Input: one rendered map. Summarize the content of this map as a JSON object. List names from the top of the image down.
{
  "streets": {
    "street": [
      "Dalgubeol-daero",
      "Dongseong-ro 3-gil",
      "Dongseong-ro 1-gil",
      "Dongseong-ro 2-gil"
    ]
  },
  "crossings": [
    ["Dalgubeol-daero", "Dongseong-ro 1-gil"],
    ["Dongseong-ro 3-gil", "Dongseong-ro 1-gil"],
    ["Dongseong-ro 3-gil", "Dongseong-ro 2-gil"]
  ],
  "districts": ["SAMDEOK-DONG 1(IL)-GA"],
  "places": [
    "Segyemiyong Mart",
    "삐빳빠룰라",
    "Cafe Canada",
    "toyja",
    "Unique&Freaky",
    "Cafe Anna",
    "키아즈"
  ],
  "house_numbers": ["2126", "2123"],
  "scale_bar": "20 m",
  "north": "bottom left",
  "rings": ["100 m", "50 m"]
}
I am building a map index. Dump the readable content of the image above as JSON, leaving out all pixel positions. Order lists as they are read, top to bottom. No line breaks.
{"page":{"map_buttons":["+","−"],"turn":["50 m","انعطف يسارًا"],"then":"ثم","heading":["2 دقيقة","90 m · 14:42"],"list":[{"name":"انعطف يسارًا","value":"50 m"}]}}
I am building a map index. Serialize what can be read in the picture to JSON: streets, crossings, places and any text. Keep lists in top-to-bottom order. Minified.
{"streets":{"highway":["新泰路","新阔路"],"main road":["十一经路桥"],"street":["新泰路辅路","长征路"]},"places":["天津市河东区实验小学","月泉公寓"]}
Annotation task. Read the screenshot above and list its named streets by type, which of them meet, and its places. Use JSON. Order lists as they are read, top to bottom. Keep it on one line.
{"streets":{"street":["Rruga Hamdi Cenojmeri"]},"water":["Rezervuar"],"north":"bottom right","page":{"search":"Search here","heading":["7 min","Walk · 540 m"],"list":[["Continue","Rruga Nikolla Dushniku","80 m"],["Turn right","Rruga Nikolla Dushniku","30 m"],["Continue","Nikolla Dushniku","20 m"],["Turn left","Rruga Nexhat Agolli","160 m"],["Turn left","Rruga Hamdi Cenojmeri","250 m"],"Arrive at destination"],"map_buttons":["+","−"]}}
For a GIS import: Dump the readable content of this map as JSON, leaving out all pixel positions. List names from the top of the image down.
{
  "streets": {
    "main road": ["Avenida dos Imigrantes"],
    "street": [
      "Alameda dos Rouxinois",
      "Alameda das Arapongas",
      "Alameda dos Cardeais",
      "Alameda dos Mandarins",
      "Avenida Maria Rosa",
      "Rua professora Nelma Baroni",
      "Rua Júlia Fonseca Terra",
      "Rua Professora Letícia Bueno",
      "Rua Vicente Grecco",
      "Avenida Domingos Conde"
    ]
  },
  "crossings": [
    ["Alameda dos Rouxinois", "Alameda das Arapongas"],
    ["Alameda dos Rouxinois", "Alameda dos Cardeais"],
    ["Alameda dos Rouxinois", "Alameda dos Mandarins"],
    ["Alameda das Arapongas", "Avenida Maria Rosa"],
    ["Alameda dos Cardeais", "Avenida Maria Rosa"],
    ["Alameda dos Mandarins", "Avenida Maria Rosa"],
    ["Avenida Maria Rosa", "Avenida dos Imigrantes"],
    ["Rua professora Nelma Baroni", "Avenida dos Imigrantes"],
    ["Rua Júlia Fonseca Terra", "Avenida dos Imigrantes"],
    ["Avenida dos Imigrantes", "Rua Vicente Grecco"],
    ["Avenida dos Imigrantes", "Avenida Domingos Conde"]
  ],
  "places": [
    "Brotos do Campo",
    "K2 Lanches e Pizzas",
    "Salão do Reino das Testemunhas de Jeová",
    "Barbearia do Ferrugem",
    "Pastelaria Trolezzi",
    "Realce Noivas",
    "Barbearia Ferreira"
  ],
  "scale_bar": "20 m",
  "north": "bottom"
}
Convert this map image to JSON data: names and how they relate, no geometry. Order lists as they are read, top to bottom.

******************************

= Directions for this task =
Exactly reproduce every line found in the records.

= Response =
Input: one rendered map. Summarize the content of this map as a JSON object. List names from the top of the image down.
{
  "streets": {
    "street": [
      "Dalgubeol-daero",
      "Dongseong-ro 3-gil",
      "Dongseong-ro 1-gil",
      "Dongseong-ro 2-gil"
    ]
  },
  "crossings": [
    ["Dalgubeol-daero", "Dongseong-ro 1-gil"],
    ["Dongseong-ro 3-gil", "Dongseong-ro 1-gil"],
    ["Dongseong-ro 3-gil", "Dongseong-ro 2-gil"]
  ],
  "districts": ["SAMDEOK-DONG 1(IL)-GA"],
  "places": [
    "Segyemiyong Mart",
    "삐빳빠룰라",
    "Cafe Canada",
    "toyja",
    "Unique&Freaky",
    "Cafe Anna",
    "키아즈"
  ],
  "house_numbers": ["2126", "2123"],
  "scale_bar": "20 m",
  "north": "bottom left",
  "rings": ["100 m", "50 m"]
}
I am building a map index. Dump the readable content of the image above as JSON, leaving out all pixel positions. Order lists as they are read, top to bottom. No line breaks.
{"page":{"map_buttons":["+","−"],"turn":["50 m","انعطف يسارًا"],"then":"ثم","heading":["2 دقيقة","90 m · 14:42"],"list":[{"name":"انعطف يسارًا","value":"50 m"}]}}
I am building a map index. Serialize what can be read in the picture to JSON: streets, crossings, places and any text. Keep lists in top-to-bottom order. Minified.
{"streets":{"highway":["新泰路","新阔路"],"main road":["十一经路桥"],"street":["新泰路辅路","长征路"]},"places":["天津市河东区实验小学","月泉公寓"]}
Annotation task. Read the screenshot above and list its named streets by type, which of them meet, and its places. Use JSON. Order lists as they are read, top to bottom. Keep it on one line.
{"streets":{"street":["Rruga Hamdi Cenojmeri"]},"water":["Rezervuar"],"north":"bottom right","page":{"search":"Search here","heading":["7 min","Walk · 540 m"],"list":[["Continue","Rruga Nikolla Dushniku","80 m"],["Turn right","Rruga Nikolla Dushniku","30 m"],["Continue","Nikolla Dushniku","20 m"],["Turn left","Rruga Nexhat Agolli","160 m"],["Turn left","Rruga Hamdi Cenojmeri","250 m"],"Arrive at destination"],"map_buttons":["+","−"]}}
For a GIS import: Dump the readable content of this map as JSON, leaving out all pixel positions. List names from the top of the image down.
{
  "streets": {
    "main road": ["Avenida dos Imigrantes"],
    "street": [
      "Alameda dos Rouxinois",
      "Alameda das Arapongas",
      "Alameda dos Cardeais",
      "Alameda dos Mandarins",
      "Avenida Maria Rosa",
      "Rua professora Nelma Baroni",
      "Rua Júlia Fonseca Terra",
      "Rua Professora Letícia Bueno",
      "Rua Vicente Grecco",
      "Avenida Domingos Conde"
    ]
  },
  "crossings": [
    ["Alameda dos Rouxinois", "Alameda das Arapongas"],
    ["Alameda dos Rouxinois", "Alameda dos Cardeais"],
    ["Alameda dos Rouxinois", "Alameda dos Mandarins"],
    ["Alameda das Arapongas", "Avenida Maria Rosa"],
    ["Alameda dos Cardeais", "Avenida Maria Rosa"],
    ["Alameda dos Mandarins", "Avenida Maria Rosa"],
    ["Avenida Maria Rosa", "Avenida dos Imigrantes"],
    ["Rua professora Nelma Baroni", "Avenida dos Imigrantes"],
    ["Rua Júlia Fonseca Terra", "Avenida dos Imigrantes"],
    ["Avenida dos Imigrantes", "Rua Vicente Grecco"],
    ["Avenida dos Imigrantes", "Avenida Domingos Conde"]
  ],
  "places": [
    "Brotos do Campo",
    "K2 Lanches e Pizzas",
    "Salão do Reino das Testemunhas de Jeová",
    "Barbearia do Ferrugem",
    "Pastelaria Trolezzi",
    "Realce Noivas",
    "Barbearia Ferreira"
  ],
  "scale_bar": "20 m",
  "north": "bottom"
}
Convert this map image to JSON data: names and how they relate, no geometry. Order lists as they are read, top to bottom.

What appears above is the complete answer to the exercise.